> Task item
Using the entries that follow, collect the lines where the word "lists" appears.

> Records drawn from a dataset

═══

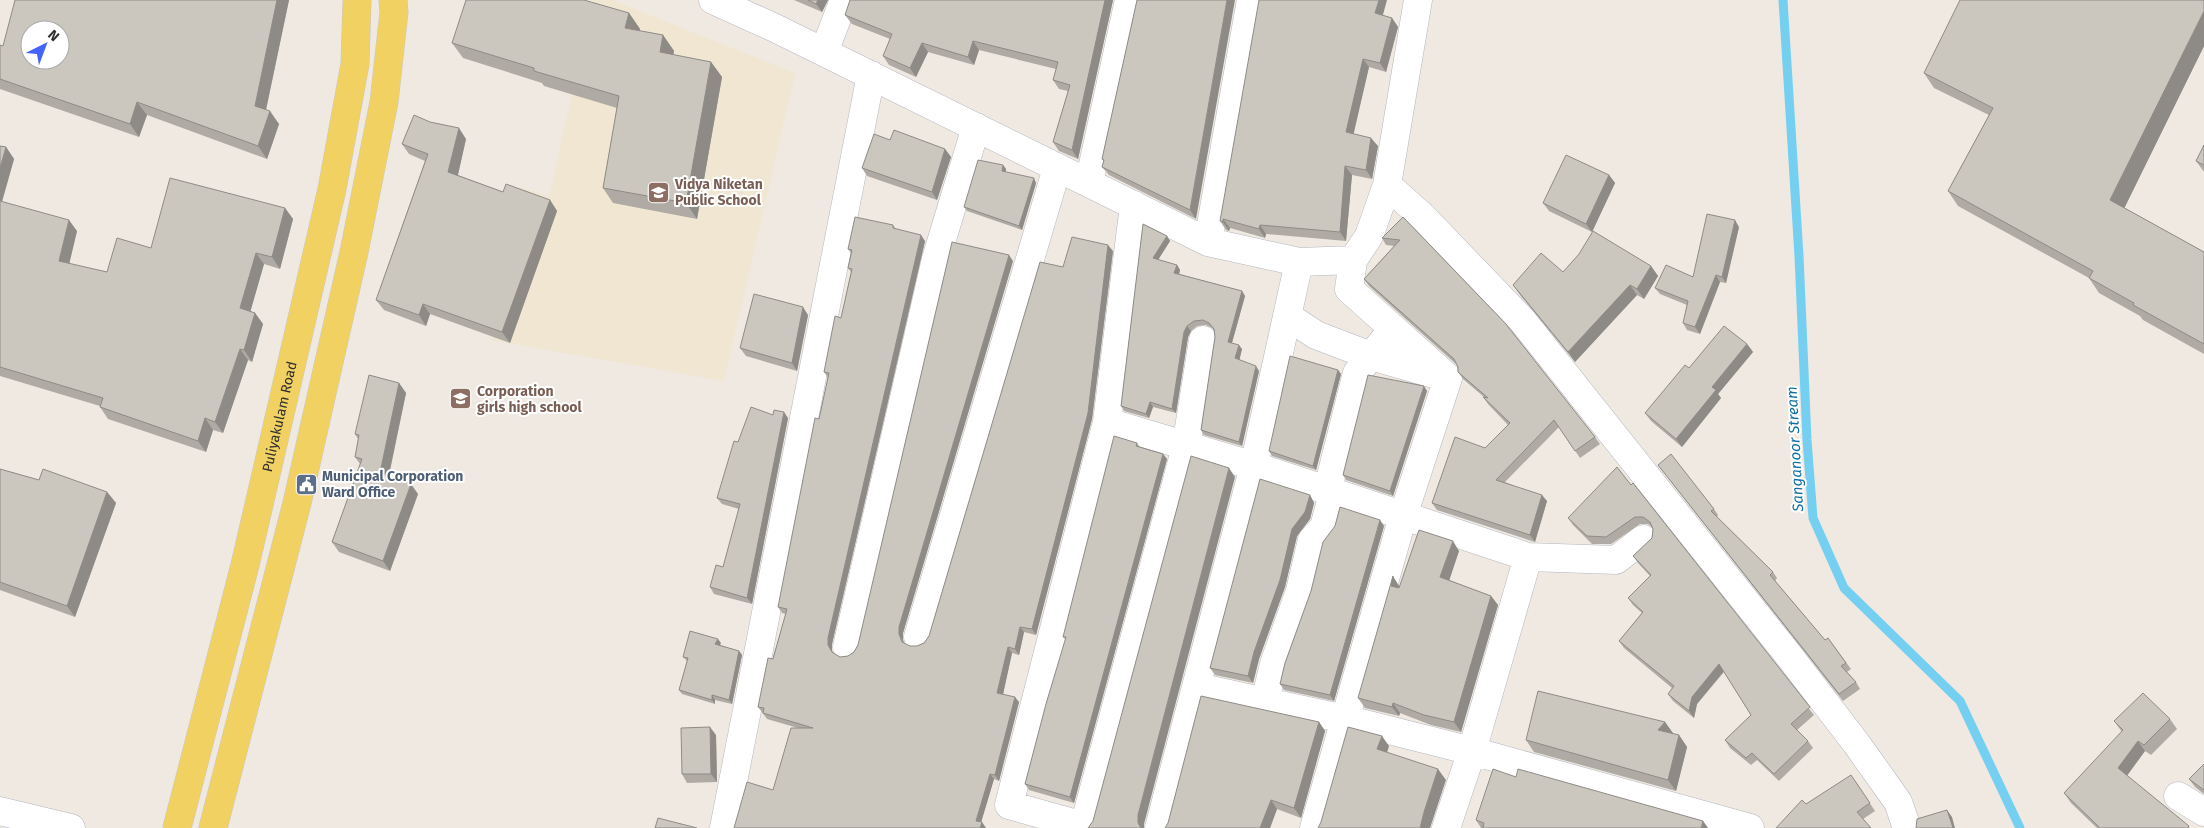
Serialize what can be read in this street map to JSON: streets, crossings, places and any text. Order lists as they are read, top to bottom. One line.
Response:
{"streets":{"main road":["Puliyakulam Road"]},"water":["Sanganoor Stream"],"places":{"school or university":["Vidya Niketan Public School","Corporation girls high school"],"public building":["Municipal Corporation Ward Office"]},"north":"top right"}
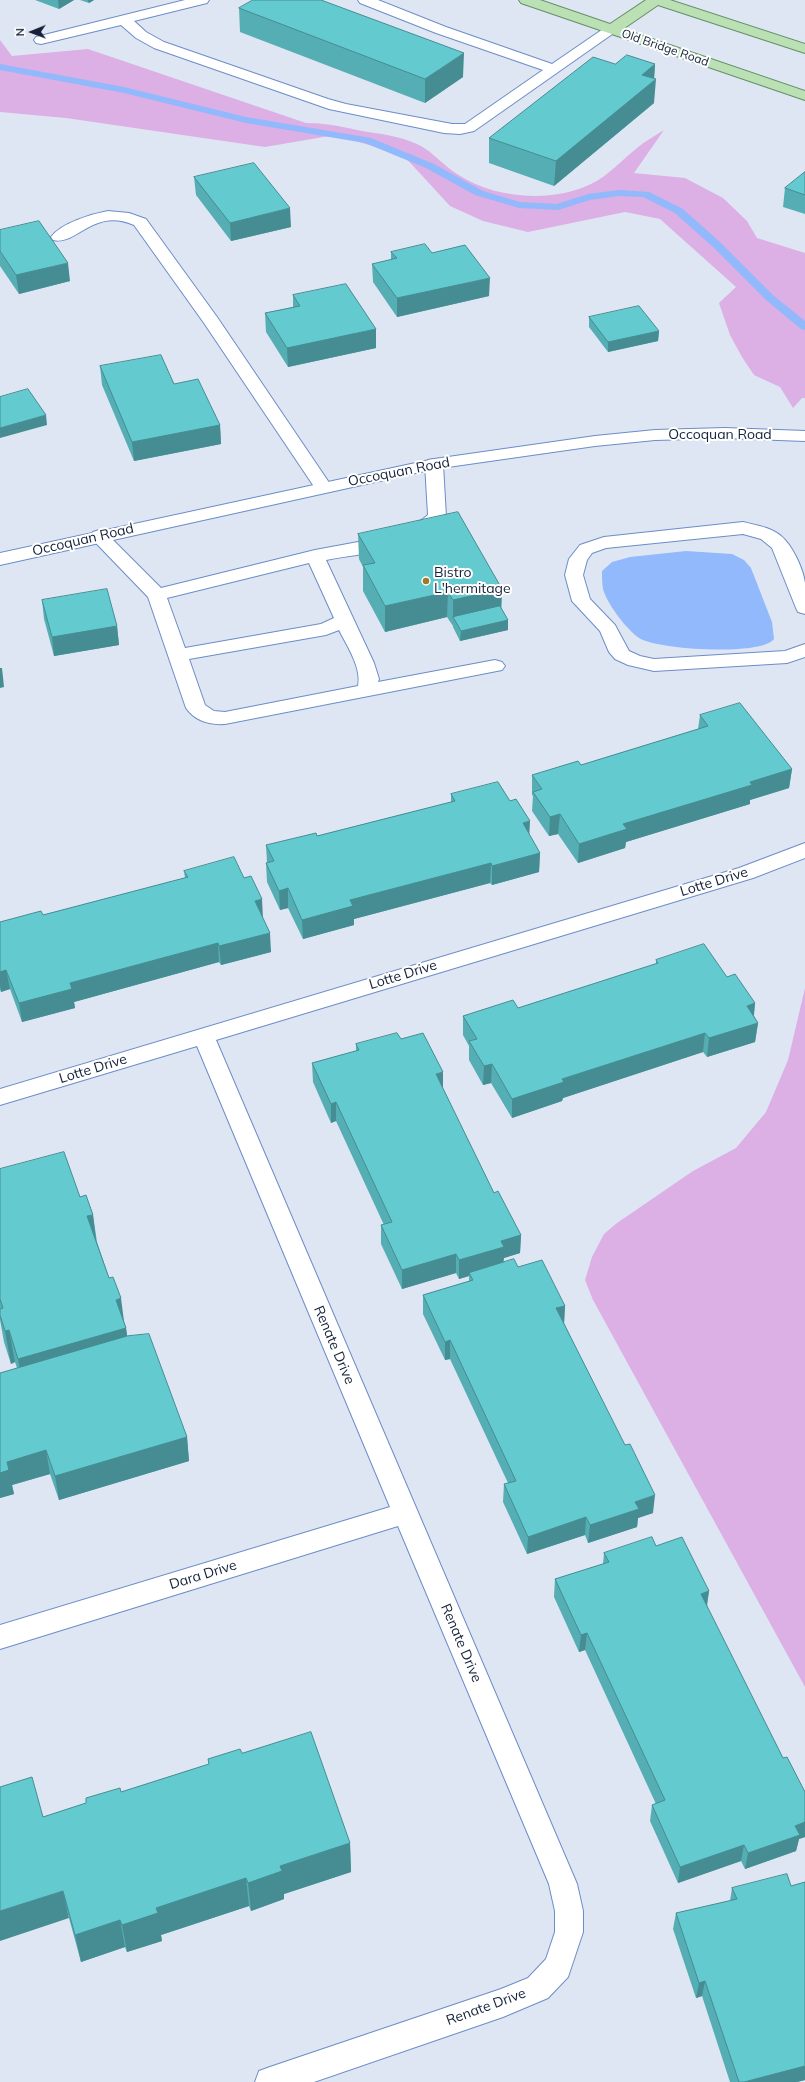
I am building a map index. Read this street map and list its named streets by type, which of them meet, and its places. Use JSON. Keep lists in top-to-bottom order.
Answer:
{
  "streets": {
    "main road": ["Old Bridge Road"],
    "street": [
      "Occoquan Road",
      "Lotte Drive",
      "Renate Drive",
      "Dara Drive"
    ]
  },
  "crossings": [
    ["Lotte Drive", "Renate Drive"],
    ["Renate Drive", "Dara Drive"]
  ],
  "places": ["Bistro L'hermitage"],
  "north": "left"
}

═══

> Exercise output
Serialize what can be read in this street map to JSON: streets, crossings, places and any text. Order lists as they are read, top to bottom. One line.
I am building a map index. Read this street map and list its named streets by type, which of them meet, and its places. Use JSON. Keep lists in top-to-bottom order.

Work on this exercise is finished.